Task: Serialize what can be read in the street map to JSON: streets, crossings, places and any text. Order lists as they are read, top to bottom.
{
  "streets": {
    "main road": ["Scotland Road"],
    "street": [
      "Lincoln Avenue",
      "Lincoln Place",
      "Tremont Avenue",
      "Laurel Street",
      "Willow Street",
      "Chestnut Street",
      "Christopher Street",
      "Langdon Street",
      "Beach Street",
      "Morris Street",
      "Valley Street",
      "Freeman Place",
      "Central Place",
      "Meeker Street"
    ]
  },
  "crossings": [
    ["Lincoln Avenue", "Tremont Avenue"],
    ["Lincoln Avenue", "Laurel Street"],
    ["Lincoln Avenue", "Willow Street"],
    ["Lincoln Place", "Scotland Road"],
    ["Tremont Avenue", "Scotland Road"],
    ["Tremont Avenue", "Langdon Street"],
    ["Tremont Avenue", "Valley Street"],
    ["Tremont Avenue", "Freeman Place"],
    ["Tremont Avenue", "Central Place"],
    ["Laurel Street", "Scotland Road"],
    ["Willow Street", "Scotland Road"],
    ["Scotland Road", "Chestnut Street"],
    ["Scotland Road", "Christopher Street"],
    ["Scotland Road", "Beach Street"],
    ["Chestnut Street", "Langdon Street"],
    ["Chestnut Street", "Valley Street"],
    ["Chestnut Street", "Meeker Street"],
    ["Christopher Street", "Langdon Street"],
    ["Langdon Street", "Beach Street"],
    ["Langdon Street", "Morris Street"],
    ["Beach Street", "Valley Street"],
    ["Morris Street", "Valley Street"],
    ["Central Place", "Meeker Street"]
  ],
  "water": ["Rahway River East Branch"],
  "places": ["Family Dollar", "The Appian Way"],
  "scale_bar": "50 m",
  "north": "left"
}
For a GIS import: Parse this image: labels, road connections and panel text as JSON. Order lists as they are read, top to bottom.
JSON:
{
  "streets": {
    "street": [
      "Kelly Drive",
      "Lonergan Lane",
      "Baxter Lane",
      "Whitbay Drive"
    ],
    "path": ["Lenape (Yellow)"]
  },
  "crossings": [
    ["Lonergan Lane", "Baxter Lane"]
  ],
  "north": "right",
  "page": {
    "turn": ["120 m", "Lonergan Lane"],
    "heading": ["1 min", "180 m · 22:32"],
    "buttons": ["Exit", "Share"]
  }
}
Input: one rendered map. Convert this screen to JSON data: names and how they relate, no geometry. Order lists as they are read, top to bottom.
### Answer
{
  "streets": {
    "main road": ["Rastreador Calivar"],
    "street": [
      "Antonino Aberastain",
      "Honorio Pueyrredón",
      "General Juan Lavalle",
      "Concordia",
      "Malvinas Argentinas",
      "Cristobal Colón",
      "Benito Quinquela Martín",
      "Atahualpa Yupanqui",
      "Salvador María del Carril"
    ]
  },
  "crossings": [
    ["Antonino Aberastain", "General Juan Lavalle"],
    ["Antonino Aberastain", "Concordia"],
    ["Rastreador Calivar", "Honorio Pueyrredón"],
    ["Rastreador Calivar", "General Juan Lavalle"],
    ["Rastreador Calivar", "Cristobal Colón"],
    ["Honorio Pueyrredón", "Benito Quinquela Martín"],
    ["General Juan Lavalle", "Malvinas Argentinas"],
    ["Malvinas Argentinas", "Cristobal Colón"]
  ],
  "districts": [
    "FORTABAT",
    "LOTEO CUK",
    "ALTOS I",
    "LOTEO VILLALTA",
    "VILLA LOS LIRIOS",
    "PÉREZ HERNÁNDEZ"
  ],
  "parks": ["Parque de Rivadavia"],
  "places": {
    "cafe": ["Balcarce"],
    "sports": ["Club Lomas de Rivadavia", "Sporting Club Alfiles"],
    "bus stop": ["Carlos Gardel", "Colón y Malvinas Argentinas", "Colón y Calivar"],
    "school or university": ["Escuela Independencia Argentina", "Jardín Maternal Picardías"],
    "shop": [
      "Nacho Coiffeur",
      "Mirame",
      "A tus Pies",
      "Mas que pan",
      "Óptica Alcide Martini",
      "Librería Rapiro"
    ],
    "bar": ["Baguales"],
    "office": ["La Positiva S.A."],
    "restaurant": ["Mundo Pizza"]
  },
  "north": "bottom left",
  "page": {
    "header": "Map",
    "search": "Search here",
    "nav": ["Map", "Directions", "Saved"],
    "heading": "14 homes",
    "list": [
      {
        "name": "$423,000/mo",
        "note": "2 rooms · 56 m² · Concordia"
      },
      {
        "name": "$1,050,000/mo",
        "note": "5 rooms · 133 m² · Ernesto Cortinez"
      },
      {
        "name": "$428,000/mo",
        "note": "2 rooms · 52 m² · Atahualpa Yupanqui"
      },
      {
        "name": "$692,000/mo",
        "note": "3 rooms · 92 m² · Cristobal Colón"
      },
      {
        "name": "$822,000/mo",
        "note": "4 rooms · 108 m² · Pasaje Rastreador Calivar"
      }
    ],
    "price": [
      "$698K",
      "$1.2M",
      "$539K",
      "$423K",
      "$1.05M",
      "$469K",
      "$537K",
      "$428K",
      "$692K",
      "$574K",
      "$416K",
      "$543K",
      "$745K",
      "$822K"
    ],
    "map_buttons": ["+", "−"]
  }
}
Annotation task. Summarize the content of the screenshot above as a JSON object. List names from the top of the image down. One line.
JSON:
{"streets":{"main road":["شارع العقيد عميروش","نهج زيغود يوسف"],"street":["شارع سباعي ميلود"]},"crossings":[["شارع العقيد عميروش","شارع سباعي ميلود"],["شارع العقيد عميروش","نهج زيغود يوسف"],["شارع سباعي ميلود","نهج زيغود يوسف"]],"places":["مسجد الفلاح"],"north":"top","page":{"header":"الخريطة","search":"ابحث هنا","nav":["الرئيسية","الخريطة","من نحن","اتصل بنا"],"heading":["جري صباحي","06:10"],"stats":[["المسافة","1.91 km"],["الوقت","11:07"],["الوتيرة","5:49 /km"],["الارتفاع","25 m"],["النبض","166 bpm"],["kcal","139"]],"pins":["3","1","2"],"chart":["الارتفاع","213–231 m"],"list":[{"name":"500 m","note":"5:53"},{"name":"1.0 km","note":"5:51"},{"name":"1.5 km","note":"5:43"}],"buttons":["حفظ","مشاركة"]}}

ASSIGNED TASK:
Retype the records above in full. Every word should match.

RESPONSE TO THIS TASK:
Task: Serialize what can be read in the street map to JSON: streets, crossings, places and any text. Order lists as they are read, top to bottom.
{
  "streets": {
    "main road": ["Scotland Road"],
    "street": [
      "Lincoln Avenue",
      "Lincoln Place",
      "Tremont Avenue",
      "Laurel Street",
      "Willow Street",
      "Chestnut Street",
      "Christopher Street",
      "Langdon Street",
      "Beach Street",
      "Morris Street",
      "Valley Street",
      "Freeman Place",
      "Central Place",
      "Meeker Street"
    ]
  },
  "crossings": [
    ["Lincoln Avenue", "Tremont Avenue"],
    ["Lincoln Avenue", "Laurel Street"],
    ["Lincoln Avenue", "Willow Street"],
    ["Lincoln Place", "Scotland Road"],
    ["Tremont Avenue", "Scotland Road"],
    ["Tremont Avenue", "Langdon Street"],
    ["Tremont Avenue", "Valley Street"],
    ["Tremont Avenue", "Freeman Place"],
    ["Tremont Avenue", "Central Place"],
    ["Laurel Street", "Scotland Road"],
    ["Willow Street", "Scotland Road"],
    ["Scotland Road", "Chestnut Street"],
    ["Scotland Road", "Christopher Street"],
    ["Scotland Road", "Beach Street"],
    ["Chestnut Street", "Langdon Street"],
    ["Chestnut Street", "Valley Street"],
    ["Chestnut Street", "Meeker Street"],
    ["Christopher Street", "Langdon Street"],
    ["Langdon Street", "Beach Street"],
    ["Langdon Street", "Morris Street"],
    ["Beach Street", "Valley Street"],
    ["Morris Street", "Valley Street"],
    ["Central Place", "Meeker Street"]
  ],
  "water": ["Rahway River East Branch"],
  "places": ["Family Dollar", "The Appian Way"],
  "scale_bar": "50 m",
  "north": "left"
}
For a GIS import: Parse this image: labels, road connections and panel text as JSON. Order lists as they are read, top to bottom.
JSON:
{
  "streets": {
    "street": [
      "Kelly Drive",
      "Lonergan Lane",
      "Baxter Lane",
      "Whitbay Drive"
    ],
    "path": ["Lenape (Yellow)"]
  },
  "crossings": [
    ["Lonergan Lane", "Baxter Lane"]
  ],
  "north": "right",
  "page": {
    "turn": ["120 m", "Lonergan Lane"],
    "heading": ["1 min", "180 m · 22:32"],
    "buttons": ["Exit", "Share"]
  }
}
Input: one rendered map. Convert this screen to JSON data: names and how they relate, no geometry. Order lists as they are read, top to bottom.
### Answer
{
  "streets": {
    "main road": ["Rastreador Calivar"],
    "street": [
      "Antonino Aberastain",
      "Honorio Pueyrredón",
      "General Juan Lavalle",
      "Concordia",
      "Malvinas Argentinas",
      "Cristobal Colón",
      "Benito Quinquela Martín",
      "Atahualpa Yupanqui",
      "Salvador María del Carril"
    ]
  },
  "crossings": [
    ["Antonino Aberastain", "General Juan Lavalle"],
    ["Antonino Aberastain", "Concordia"],
    ["Rastreador Calivar", "Honorio Pueyrredón"],
    ["Rastreador Calivar", "General Juan Lavalle"],
    ["Rastreador Calivar", "Cristobal Colón"],
    ["Honorio Pueyrredón", "Benito Quinquela Martín"],
    ["General Juan Lavalle", "Malvinas Argentinas"],
    ["Malvinas Argentinas", "Cristobal Colón"]
  ],
  "districts": [
    "FORTABAT",
    "LOTEO CUK",
    "ALTOS I",
    "LOTEO VILLALTA",
    "VILLA LOS LIRIOS",
    "PÉREZ HERNÁNDEZ"
  ],
  "parks": ["Parque de Rivadavia"],
  "places": {
    "cafe": ["Balcarce"],
    "sports": ["Club Lomas de Rivadavia", "Sporting Club Alfiles"],
    "bus stop": ["Carlos Gardel", "Colón y Malvinas Argentinas", "Colón y Calivar"],
    "school or university": ["Escuela Independencia Argentina", "Jardín Maternal Picardías"],
    "shop": [
      "Nacho Coiffeur",
      "Mirame",
      "A tus Pies",
      "Mas que pan",
      "Óptica Alcide Martini",
      "Librería Rapiro"
    ],
    "bar": ["Baguales"],
    "office": ["La Positiva S.A."],
    "restaurant": ["Mundo Pizza"]
  },
  "north": "bottom left",
  "page": {
    "header": "Map",
    "search": "Search here",
    "nav": ["Map", "Directions", "Saved"],
    "heading": "14 homes",
    "list": [
      {
        "name": "$423,000/mo",
        "note": "2 rooms · 56 m² · Concordia"
      },
      {
        "name": "$1,050,000/mo",
        "note": "5 rooms · 133 m² · Ernesto Cortinez"
      },
      {
        "name": "$428,000/mo",
        "note": "2 rooms · 52 m² · Atahualpa Yupanqui"
      },
      {
        "name": "$692,000/mo",
        "note": "3 rooms · 92 m² · Cristobal Colón"
      },
      {
        "name": "$822,000/mo",
        "note": "4 rooms · 108 m² · Pasaje Rastreador Calivar"
      }
    ],
    "price": [
      "$698K",
      "$1.2M",
      "$539K",
      "$423K",
      "$1.05M",
      "$469K",
      "$537K",
      "$428K",
      "$692K",
      "$574K",
      "$416K",
      "$543K",
      "$745K",
      "$822K"
    ],
    "map_buttons": ["+", "−"]
  }
}
Annotation task. Summarize the content of the screenshot above as a JSON object. List names from the top of the image down. One line.
JSON:
{"streets":{"main road":["شارع العقيد عميروش","نهج زيغود يوسف"],"street":["شارع سباعي ميلود"]},"crossings":[["شارع العقيد عميروش","شارع سباعي ميلود"],["شارع العقيد عميروش","نهج زيغود يوسف"],["شارع سباعي ميلود","نهج زيغود يوسف"]],"places":["مسجد الفلاح"],"north":"top","page":{"header":"الخريطة","search":"ابحث هنا","nav":["الرئيسية","الخريطة","من نحن","اتصل بنا"],"heading":["جري صباحي","06:10"],"stats":[["المسافة","1.91 km"],["الوقت","11:07"],["الوتيرة","5:49 /km"],["الارتفاع","25 m"],["النبض","166 bpm"],["kcal","139"]],"pins":["3","1","2"],"chart":["الارتفاع","213–231 m"],"list":[{"name":"500 m","note":"5:53"},{"name":"1.0 km","note":"5:51"},{"name":"1.5 km","note":"5:43"}],"buttons":["حفظ","مشاركة"]}}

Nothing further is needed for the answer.